Hugo Black: A Biography.

AuthorStein, Gary

Hugo Black was one of the most enigmatic of a notably enigmatic generation of New Deal Southern Democrats that rose to national power in the thick of this century. Lyndon Johnson had his towering contradictions, but even those did not surpass Black's. The same man who joined the Ku Klux Klan in his native Alabama later joined the Warren Court's rulings ordering an end to desegregation. The same man hailed as the Supreme Court's greatest civil libertarian wrote the Court's opinion upholding the confinement of Japanese-americans during World War II, one of the greatest civil liberties disasters in our history. The same man who came to the Court to prevent the judiciary from frustrating the will of the majority became its most ardent defender of the rights of the minority. Oddest of all, perhaps, is that this least trained of Supreme Court Justices, who prior to his appointment had never held a legal post higher than that of Jefferson County (Ala.) solicitor, emerged as its dominant intellectual force and most avid student of constitutional history.

Raw ambition explains much of LBJ's incongruities.(1) Judicial biographies remind us that judges have ambitions, too, particularly judges who, like Black, come from a background in electoral politics.
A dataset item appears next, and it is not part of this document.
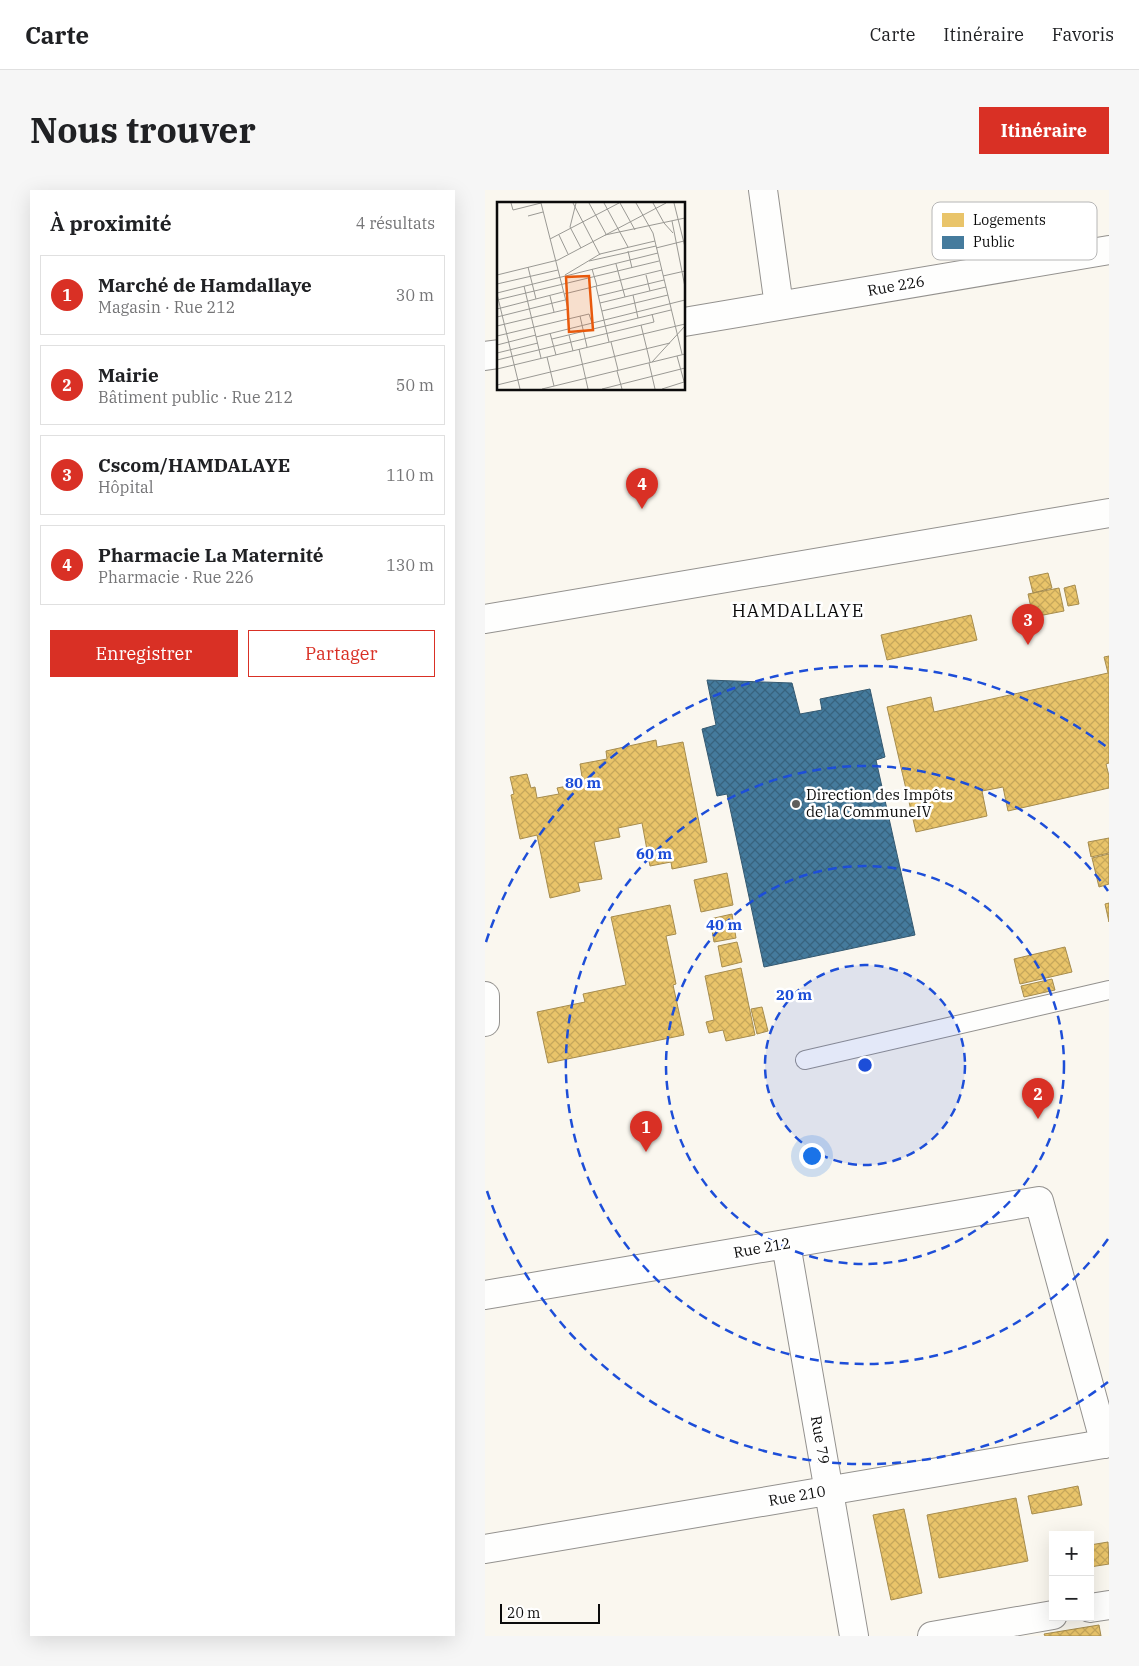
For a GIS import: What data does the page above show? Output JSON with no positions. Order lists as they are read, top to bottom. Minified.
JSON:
{"streets":{"street":["Rue 226","Rue 212","Rue 79","Rue 210"]},"crossings":[["Rue 212","Rue 79"],["Rue 212","Rue 210"],["Rue 79","Rue 210"]],"districts":["HAMDALLAYE"],"places":["Direction des Impôts de la CommuneIV"],"legend":["Logements","Public"],"scale_bar":"20 m","page":{"header":"Carte","nav":["Carte","Itinéraire","Favoris"],"title":"Nous trouver","buttons":["Itinéraire",["Enregistrer","Partager"]],"heading":["À proximité","4 résultats"],"list":[{"mark":"1","name":"Marché de Hamdallaye","note":"Magasin · Rue 212","value":"30 m"},{"mark":"2","name":"Mairie","note":"Bâtiment public · Rue 212","value":"50 m"},{"mark":"3","name":"Cscom/HAMDALAYE","note":"Hôpital","value":"110 m"},{"mark":"4","name":"Pharmacie La Maternité","note":"Pharmacie · Rue 226","value":"130 m"}],"pins":["4","3","2","1"],"map_buttons":["+","−"],"scale":"20 m"},"rings":["80 m","60 m","40 m","20 m"]}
While Roger K. Newman's new biography(2) is not rich in legal philosophy or historiography, it tens us much about Black the man, and in the process much about Black the jurist. First captivated by the raw power of Black's opinions in 1967, Newman spent a good part of the next quarter-century at work on this biography, interviewing thousands of Black's relatives, former clerks, Alabama political associates and even, in 1969, Black himself. The result is a thoroughly informed and highly readable study, filled with illuminating detail yet also graced with a perspective that keeps attention focused on the truly significant aspects of Black's fascinating life.

Newman's biography is especially timely because, in many ways, Black is back in vogue. Though Black was a political liberal, he never shared the philosophical relativism and pragmatism that shaped the outlook of the great Northern-educated liberal judges such as Holmes, Hand, Cardozo, and Brandeis. Black's unusual commitment to the power of legal texts and belief in immutable principles make him seem an oak in a forest of rootless judicial pragmatists. He is frequently invoked in that spirit today by advocates of judicial restraint, mainly on the right, who believe that the American tradition of judicial pragmatism leaves too much discretion in the hands of judges.

Newman--who persuaded Congress to issue a stamp in 1986 commemorating the 100th anniversary of Black's birth(3)--does not disguise his admiration for Black. The quotation from Emerson with which Newman opens the book evinces his belief in Black's greatness: "If a single man plant himself on his convictions and then abide, the huge world will come round to him."(4) But despite his obvious affection for Black, Newman is also a skfllful, honest and at times sardonic reporter of the facts of Black's life, which he often uses to undermine Black's claims of conviction, and which make the Emerson epitaph seem more than a little ironic. As a new generation debates the relative merits of judicial formalism and judicial pragmatism, it is worth considering the evolution of Black's jurisprudence and the strength and significance of his convictions outside the four corners of his opinions and in the light shed by his personality, life experiences, and aspirations.

I

"I'm just a Clay County hillbilly," Black liked to say, referring to his roots in the Alabama backcountry.(5) One is reminded of the character from "Unfrozen Caveman Lawyer," the Saturday Night Live skit from a few years back, who, awakening after thousands of years, transforms into a wily and highly successful American trial lawyer. "I'm just a caveman," Unfrozen Caveman Lawyer told juries, affecting unsophisticated humility. In neither his case nor Black's was the self-effacement warranted.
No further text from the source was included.